Electron kinetics is often addressed by expanding the electron Boltzmann equation (EBE) over the velocity space under the two-term approximation. We demonstrate that this approximation breaks down at high E/N due to increased anisotropy, a known issue that should be emphasized. Moreover, most EBE solvers assume isotropic scattering for all collision types. We underline that this assumption is not always correct and can significantly impact the accuracy of the results, using rotational collisions in H₂O vapor as an example.

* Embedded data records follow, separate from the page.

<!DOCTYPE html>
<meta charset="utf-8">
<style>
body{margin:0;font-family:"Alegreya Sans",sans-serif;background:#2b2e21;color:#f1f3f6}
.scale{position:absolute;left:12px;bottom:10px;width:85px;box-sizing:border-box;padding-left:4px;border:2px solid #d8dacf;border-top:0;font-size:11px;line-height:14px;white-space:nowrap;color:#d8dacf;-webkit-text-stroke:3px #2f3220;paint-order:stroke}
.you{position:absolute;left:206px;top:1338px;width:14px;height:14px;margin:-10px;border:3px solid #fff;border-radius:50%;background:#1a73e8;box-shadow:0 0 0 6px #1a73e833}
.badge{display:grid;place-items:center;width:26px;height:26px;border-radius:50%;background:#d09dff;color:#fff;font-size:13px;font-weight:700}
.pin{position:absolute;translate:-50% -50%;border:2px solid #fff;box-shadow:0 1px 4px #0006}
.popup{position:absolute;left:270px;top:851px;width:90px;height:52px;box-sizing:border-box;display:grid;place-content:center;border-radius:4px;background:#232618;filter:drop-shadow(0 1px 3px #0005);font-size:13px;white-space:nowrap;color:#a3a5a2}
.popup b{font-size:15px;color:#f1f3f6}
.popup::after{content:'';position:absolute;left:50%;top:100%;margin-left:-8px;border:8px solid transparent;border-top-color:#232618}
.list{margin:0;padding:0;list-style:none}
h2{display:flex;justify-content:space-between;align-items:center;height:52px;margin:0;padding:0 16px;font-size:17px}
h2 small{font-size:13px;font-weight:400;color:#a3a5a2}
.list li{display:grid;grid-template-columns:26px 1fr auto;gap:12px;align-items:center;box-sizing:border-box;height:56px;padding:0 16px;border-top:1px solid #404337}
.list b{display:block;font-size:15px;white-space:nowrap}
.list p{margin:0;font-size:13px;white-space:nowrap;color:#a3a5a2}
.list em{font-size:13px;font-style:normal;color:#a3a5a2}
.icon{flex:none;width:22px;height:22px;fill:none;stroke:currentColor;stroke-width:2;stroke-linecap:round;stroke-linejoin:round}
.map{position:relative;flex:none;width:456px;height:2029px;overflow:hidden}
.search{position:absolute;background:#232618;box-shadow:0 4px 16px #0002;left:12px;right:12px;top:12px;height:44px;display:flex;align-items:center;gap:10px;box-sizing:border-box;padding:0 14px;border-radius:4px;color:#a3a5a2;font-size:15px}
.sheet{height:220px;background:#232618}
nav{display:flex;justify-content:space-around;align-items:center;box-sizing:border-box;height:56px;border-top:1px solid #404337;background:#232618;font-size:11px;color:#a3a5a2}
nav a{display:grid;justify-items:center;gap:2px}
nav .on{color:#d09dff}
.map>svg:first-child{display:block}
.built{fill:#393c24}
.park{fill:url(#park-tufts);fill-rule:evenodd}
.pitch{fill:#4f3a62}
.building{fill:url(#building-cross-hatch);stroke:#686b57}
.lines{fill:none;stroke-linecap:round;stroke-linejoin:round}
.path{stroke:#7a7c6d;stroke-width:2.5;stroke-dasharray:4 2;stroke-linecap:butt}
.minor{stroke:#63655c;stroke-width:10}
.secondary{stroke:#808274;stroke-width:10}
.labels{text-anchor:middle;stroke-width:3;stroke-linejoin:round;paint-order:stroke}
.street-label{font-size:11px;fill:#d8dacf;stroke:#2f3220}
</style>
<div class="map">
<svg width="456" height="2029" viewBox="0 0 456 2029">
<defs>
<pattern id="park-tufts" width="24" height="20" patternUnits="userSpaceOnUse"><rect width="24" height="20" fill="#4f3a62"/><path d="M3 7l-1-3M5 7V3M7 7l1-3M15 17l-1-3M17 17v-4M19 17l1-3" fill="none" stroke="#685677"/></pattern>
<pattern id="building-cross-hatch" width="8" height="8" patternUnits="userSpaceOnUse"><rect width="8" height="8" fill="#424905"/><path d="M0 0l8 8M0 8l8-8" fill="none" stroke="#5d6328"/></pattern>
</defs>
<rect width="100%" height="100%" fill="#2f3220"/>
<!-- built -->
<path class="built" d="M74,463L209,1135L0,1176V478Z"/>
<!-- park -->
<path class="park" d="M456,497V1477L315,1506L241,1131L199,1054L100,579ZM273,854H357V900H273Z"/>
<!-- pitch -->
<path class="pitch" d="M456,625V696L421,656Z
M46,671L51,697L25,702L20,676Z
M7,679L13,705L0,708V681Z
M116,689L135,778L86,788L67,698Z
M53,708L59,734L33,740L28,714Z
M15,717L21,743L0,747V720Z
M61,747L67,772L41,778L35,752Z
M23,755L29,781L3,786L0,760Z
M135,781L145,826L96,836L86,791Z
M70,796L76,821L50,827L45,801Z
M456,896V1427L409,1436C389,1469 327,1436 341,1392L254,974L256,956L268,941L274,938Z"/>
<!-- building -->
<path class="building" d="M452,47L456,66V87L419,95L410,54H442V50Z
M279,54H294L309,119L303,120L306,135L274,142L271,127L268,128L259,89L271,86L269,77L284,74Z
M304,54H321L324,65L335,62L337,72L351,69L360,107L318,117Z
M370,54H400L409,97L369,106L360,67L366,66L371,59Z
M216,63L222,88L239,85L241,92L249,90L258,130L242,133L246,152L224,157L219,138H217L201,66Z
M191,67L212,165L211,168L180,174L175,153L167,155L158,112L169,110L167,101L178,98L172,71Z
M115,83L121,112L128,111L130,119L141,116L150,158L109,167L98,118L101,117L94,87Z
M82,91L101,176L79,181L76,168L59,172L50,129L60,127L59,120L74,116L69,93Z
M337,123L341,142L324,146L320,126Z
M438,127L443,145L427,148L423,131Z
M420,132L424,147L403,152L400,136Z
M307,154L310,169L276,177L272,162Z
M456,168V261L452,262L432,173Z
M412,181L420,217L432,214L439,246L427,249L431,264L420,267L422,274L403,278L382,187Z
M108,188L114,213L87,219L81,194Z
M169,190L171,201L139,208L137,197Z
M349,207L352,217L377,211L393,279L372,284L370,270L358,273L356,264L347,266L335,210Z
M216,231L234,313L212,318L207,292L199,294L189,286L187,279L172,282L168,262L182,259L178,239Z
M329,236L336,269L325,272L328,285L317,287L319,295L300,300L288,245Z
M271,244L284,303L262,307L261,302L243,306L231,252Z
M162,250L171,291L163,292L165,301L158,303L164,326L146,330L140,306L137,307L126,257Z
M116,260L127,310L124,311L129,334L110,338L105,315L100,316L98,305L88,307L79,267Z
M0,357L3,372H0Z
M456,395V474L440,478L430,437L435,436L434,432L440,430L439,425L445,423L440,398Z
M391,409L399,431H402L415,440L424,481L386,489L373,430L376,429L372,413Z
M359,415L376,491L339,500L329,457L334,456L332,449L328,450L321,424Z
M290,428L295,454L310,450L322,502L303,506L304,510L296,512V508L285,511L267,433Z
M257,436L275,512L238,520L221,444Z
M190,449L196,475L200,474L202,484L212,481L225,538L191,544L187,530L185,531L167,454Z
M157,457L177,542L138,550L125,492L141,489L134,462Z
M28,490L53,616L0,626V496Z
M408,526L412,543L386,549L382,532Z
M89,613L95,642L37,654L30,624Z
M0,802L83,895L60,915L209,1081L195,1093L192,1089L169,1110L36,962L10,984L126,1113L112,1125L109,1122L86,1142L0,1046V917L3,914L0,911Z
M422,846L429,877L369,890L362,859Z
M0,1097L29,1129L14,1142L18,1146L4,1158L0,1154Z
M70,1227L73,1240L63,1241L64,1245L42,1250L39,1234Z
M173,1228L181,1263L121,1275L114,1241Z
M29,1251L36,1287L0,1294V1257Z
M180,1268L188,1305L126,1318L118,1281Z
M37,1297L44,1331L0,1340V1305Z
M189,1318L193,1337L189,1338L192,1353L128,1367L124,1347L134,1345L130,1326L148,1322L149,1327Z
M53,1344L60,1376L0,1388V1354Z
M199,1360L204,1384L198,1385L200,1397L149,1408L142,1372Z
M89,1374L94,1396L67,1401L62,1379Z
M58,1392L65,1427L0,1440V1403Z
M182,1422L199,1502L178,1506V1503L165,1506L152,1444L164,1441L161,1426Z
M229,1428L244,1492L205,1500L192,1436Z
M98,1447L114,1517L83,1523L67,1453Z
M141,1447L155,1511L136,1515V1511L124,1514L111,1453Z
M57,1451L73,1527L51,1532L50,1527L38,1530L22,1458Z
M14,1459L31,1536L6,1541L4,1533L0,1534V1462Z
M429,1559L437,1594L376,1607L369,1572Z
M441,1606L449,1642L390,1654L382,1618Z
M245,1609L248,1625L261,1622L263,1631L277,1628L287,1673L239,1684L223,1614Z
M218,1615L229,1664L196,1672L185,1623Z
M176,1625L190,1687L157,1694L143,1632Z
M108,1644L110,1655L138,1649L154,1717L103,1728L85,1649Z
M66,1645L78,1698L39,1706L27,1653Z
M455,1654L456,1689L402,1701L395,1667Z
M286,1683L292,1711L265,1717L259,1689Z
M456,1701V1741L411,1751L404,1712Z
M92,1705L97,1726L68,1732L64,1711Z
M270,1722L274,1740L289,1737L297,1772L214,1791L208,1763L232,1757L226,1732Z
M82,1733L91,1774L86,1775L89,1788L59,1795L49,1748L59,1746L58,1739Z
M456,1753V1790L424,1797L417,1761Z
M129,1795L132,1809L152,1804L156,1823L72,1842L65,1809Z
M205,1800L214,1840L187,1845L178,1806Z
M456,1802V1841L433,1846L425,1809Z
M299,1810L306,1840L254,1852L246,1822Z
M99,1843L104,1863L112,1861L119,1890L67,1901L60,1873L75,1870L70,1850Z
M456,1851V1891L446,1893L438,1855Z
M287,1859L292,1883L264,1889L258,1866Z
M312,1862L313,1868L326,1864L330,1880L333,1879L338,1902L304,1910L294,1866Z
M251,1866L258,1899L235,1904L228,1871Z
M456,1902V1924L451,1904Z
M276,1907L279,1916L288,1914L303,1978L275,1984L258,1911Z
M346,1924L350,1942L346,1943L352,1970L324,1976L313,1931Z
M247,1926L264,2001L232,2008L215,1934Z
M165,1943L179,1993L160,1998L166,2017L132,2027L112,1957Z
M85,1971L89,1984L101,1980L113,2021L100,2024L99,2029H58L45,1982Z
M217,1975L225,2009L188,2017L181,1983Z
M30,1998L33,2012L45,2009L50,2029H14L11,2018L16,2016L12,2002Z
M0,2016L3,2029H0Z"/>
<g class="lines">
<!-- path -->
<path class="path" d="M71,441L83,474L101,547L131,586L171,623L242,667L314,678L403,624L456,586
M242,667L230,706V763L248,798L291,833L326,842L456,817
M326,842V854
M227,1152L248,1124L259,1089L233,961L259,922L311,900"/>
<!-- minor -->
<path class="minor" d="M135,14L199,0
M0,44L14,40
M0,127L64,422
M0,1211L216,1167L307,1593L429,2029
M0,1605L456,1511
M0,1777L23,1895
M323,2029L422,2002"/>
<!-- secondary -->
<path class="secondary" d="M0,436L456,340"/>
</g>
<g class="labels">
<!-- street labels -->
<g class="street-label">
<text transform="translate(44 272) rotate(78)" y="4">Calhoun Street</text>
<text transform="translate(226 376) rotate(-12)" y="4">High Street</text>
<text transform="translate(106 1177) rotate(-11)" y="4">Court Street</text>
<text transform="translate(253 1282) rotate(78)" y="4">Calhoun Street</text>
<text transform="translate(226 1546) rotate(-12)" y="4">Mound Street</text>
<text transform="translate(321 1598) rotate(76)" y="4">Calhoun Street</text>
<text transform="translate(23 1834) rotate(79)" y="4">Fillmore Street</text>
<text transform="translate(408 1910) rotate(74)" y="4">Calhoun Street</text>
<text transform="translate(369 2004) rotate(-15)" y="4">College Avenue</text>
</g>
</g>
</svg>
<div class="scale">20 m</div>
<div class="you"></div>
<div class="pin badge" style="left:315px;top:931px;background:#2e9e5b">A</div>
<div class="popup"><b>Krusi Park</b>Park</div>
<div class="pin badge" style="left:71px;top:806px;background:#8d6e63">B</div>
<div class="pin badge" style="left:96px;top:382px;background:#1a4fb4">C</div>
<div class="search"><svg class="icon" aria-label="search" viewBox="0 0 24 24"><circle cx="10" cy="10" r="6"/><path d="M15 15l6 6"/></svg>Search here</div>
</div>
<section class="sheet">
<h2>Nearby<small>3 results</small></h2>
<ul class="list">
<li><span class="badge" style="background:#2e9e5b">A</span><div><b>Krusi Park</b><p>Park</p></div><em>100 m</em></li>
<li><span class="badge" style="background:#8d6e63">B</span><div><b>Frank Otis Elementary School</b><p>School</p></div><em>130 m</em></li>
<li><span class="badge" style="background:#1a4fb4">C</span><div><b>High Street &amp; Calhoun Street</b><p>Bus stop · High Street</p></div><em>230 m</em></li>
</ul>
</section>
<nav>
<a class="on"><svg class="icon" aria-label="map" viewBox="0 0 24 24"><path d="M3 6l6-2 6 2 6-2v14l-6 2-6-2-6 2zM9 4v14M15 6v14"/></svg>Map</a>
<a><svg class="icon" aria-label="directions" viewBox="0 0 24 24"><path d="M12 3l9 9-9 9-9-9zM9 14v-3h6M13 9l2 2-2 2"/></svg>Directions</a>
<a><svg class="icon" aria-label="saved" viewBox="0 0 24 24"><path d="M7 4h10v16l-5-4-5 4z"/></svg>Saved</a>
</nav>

Space and time dependencies of electron kinetics are usually described under one of two assumptions: the local-field approximation (LFA), which equates the solution of electron kinetics to the steady-state calculation with the local and instantaneous E/N; or the local-energy approximation (LEA), which includes an equation for the local mean energy. Here, we focus on time-locality to assess the impact of the LFA and LEA on the modelling of NPDs. Our analysis of electron relaxation in various gases and pressures reveals that LEA significantly outperforms LFA, and should be preferred when a fully kinetic description is unavailable. Lastly, we illustrate how electron energy relaxation after ns pulses differs when collisions between charged particles are included, a commonly overlooked aspect.